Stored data
==*==

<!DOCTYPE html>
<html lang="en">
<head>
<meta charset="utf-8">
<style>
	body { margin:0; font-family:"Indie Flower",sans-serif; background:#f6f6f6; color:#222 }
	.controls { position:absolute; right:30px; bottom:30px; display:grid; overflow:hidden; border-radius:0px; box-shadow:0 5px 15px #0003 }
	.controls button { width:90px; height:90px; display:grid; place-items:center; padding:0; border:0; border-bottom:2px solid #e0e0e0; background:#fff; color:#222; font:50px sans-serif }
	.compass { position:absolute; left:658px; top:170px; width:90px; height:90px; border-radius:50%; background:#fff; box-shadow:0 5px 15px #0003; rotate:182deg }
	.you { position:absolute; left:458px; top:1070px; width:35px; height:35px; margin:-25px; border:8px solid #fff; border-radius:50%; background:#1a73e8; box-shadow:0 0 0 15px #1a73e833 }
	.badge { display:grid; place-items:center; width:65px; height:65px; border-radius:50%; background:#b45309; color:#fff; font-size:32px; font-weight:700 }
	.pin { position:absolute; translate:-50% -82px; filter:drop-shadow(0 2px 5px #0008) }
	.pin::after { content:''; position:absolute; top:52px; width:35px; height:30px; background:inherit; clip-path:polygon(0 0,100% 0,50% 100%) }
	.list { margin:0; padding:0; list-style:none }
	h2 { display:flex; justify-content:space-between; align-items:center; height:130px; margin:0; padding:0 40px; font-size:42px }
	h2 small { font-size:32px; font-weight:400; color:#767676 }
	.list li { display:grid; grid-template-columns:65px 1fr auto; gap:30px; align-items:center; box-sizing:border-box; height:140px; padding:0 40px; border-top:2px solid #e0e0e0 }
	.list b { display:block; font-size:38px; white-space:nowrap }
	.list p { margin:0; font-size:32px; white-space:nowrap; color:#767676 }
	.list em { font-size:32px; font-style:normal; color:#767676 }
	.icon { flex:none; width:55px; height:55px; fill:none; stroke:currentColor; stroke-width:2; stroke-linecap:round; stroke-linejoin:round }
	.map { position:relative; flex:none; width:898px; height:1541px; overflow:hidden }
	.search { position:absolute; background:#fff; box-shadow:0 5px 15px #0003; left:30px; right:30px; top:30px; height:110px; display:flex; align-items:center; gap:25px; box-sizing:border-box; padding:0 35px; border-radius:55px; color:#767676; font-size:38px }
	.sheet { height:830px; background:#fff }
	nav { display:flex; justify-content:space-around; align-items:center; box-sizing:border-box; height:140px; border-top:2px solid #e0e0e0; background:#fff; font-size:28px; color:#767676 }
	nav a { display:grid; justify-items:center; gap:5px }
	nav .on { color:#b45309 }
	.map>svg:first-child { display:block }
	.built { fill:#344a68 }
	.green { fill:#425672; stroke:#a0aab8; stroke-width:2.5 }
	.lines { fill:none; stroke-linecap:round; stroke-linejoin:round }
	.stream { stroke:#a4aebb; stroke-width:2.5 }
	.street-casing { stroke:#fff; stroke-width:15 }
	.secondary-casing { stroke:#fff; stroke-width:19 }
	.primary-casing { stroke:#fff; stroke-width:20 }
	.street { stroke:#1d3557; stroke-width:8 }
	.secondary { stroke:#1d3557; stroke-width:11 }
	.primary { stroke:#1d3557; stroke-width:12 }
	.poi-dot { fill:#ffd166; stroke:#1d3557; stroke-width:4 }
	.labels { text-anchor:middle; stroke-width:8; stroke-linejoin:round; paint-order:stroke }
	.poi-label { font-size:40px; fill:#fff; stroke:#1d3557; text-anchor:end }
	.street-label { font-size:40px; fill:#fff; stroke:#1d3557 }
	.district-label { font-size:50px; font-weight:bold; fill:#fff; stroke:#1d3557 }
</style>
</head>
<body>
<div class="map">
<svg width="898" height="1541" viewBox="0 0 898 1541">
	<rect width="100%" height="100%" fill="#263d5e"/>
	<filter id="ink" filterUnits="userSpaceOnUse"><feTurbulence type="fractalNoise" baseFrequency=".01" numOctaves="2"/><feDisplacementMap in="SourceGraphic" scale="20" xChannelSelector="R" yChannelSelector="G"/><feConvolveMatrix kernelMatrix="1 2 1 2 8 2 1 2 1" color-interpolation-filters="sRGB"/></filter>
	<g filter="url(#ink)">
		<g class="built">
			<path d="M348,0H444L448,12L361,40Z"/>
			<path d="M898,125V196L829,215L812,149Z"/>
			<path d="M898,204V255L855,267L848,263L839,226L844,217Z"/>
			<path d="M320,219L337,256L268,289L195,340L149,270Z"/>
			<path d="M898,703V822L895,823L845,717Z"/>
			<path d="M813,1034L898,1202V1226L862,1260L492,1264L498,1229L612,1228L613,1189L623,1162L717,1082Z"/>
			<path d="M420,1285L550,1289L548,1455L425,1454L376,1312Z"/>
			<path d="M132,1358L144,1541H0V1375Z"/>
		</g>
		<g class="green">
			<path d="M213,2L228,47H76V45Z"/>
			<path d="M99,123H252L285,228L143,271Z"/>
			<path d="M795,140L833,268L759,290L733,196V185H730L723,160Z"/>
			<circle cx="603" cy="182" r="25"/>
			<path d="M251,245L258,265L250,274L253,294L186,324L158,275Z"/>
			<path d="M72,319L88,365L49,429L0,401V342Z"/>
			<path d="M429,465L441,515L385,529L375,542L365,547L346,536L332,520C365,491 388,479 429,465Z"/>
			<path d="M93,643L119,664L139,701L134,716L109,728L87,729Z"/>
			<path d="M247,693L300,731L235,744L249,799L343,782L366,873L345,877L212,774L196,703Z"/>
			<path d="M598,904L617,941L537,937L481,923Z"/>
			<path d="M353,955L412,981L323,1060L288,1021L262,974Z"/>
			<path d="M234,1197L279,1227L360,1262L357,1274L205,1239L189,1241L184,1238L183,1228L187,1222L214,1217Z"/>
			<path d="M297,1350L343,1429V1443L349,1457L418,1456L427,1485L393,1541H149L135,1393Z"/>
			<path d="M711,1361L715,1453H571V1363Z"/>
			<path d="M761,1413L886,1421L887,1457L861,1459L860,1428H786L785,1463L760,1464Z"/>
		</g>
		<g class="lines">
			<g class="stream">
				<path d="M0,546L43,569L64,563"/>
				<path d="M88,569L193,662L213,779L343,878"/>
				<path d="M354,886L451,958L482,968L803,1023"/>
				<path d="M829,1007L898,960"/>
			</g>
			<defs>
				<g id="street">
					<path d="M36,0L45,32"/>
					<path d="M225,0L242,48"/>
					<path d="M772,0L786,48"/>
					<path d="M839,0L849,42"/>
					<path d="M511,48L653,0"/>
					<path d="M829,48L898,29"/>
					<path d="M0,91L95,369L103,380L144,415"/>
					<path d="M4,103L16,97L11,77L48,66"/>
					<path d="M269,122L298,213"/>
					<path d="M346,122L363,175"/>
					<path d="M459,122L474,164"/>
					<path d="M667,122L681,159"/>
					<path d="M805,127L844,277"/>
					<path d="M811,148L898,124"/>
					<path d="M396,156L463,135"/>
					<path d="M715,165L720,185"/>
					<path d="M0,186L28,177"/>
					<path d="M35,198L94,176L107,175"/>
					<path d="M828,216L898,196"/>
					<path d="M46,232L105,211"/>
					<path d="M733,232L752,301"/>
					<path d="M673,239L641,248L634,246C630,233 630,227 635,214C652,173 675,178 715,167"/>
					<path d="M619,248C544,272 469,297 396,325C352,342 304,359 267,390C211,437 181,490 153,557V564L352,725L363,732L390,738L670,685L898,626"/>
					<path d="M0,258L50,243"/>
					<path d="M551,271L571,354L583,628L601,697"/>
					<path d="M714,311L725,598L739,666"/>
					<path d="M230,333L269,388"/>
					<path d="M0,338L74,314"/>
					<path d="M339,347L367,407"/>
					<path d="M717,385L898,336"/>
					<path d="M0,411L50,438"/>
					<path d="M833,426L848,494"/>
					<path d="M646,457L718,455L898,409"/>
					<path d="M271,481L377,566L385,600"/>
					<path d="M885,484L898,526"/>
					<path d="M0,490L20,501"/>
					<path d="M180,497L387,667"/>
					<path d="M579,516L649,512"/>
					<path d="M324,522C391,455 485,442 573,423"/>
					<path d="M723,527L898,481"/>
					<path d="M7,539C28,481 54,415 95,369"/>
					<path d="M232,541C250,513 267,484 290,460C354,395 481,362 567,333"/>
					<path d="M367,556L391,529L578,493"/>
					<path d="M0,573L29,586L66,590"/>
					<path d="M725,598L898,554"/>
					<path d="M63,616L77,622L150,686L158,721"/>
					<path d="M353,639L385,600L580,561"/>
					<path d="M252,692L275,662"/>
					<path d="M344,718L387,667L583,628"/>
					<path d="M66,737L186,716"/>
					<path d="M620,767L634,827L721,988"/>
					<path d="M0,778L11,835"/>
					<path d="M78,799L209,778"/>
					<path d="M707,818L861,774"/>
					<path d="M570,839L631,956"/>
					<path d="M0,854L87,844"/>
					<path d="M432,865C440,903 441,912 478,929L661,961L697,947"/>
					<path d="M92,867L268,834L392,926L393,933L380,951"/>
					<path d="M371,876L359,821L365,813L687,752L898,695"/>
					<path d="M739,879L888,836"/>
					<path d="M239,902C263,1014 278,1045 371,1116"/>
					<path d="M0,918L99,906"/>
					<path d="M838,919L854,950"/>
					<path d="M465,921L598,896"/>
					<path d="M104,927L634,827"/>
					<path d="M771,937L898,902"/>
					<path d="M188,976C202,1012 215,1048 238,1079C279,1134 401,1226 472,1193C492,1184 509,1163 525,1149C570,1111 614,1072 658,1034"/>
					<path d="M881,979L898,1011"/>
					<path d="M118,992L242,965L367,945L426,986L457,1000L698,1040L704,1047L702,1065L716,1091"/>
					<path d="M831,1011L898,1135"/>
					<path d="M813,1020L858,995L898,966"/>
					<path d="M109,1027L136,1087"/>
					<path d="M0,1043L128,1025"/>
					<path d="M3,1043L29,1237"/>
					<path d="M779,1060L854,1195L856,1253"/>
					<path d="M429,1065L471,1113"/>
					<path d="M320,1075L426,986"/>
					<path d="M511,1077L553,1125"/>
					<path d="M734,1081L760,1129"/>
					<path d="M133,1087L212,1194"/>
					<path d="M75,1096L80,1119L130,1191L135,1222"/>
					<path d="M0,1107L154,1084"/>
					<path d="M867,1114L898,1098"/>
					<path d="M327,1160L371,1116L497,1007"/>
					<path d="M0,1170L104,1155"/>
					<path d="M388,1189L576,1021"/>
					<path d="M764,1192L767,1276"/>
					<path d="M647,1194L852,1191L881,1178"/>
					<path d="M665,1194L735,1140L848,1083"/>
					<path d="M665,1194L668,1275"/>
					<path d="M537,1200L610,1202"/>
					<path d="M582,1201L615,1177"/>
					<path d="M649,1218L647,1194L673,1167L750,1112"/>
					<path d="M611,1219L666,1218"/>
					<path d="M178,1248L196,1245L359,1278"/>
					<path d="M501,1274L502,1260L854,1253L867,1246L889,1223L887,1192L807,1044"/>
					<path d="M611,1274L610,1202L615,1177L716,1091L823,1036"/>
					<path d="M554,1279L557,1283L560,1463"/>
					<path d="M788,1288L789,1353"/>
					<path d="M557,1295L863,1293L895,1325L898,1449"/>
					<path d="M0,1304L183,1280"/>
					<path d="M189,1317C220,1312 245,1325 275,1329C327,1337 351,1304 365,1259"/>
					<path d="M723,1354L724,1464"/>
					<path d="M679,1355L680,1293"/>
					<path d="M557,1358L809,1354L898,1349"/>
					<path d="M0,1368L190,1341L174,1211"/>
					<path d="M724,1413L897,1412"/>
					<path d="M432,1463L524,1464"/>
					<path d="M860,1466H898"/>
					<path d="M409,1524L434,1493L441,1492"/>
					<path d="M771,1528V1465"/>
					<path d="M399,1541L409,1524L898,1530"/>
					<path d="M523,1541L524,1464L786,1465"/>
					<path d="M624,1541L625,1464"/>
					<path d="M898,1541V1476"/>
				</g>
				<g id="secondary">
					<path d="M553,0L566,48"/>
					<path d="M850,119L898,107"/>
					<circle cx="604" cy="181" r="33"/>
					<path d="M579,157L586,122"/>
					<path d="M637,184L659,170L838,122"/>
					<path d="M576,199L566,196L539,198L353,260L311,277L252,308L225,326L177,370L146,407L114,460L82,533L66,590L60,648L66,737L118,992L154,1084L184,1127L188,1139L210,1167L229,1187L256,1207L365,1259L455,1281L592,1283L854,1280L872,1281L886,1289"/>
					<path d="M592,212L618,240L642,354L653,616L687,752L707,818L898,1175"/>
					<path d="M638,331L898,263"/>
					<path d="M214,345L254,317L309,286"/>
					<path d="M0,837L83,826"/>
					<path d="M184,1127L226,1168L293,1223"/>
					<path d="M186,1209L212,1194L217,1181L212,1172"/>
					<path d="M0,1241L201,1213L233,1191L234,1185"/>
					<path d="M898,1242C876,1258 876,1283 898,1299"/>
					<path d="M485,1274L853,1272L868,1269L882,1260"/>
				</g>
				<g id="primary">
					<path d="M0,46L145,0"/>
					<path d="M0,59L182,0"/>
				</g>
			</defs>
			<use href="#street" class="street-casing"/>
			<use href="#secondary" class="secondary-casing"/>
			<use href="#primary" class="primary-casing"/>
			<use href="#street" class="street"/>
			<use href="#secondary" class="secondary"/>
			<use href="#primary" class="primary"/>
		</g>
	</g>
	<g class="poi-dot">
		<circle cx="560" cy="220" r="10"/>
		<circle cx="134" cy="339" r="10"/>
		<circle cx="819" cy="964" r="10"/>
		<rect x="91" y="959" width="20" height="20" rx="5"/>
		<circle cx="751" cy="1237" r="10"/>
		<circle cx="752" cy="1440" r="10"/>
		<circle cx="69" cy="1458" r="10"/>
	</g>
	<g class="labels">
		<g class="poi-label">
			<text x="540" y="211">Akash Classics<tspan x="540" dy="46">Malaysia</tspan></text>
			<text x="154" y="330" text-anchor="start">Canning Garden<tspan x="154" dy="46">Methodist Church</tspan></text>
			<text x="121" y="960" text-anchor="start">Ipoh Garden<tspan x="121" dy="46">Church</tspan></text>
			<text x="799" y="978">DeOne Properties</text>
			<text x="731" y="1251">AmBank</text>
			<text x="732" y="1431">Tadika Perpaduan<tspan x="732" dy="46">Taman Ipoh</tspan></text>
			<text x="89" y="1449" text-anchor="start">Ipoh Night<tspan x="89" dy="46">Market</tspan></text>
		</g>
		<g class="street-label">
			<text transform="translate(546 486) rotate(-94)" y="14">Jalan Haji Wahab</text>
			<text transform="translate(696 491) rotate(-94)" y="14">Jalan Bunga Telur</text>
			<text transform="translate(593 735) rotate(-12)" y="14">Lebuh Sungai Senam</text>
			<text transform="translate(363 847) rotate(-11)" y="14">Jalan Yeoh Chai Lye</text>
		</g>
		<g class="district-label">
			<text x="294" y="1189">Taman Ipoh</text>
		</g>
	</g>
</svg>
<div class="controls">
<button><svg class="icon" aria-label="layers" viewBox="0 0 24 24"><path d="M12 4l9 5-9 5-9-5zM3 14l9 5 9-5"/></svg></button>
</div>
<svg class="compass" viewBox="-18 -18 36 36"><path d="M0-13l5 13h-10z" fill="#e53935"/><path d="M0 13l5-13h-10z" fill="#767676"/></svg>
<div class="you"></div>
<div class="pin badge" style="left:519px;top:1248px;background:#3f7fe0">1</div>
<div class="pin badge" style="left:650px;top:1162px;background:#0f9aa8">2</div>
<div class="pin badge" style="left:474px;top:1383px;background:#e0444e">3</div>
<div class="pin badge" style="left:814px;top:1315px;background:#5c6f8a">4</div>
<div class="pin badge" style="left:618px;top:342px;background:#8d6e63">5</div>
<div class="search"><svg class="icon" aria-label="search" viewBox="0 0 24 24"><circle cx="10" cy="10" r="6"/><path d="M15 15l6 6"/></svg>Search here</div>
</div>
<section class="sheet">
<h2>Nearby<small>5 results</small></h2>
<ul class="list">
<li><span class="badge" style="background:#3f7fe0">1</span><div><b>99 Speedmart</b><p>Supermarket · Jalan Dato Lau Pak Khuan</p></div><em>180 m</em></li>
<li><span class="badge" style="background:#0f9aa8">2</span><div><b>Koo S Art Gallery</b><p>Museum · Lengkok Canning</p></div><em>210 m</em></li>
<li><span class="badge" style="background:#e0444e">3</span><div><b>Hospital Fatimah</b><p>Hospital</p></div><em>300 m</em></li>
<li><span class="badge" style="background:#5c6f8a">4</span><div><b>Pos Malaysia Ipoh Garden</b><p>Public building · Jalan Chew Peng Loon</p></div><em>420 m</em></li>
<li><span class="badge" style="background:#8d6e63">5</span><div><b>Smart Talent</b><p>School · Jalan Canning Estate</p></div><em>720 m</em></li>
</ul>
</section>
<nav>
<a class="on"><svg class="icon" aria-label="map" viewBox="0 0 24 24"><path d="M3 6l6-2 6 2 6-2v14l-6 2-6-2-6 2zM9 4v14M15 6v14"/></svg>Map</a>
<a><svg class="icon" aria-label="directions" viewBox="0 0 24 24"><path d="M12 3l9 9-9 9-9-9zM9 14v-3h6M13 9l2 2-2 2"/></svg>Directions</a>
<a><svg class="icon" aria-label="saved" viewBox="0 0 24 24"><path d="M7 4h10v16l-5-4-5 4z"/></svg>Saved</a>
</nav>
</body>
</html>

==*==

- [Try it]:
Report how many lines in the data include the string "Canning", giving nothing but that number.

- [Exercise output]:
3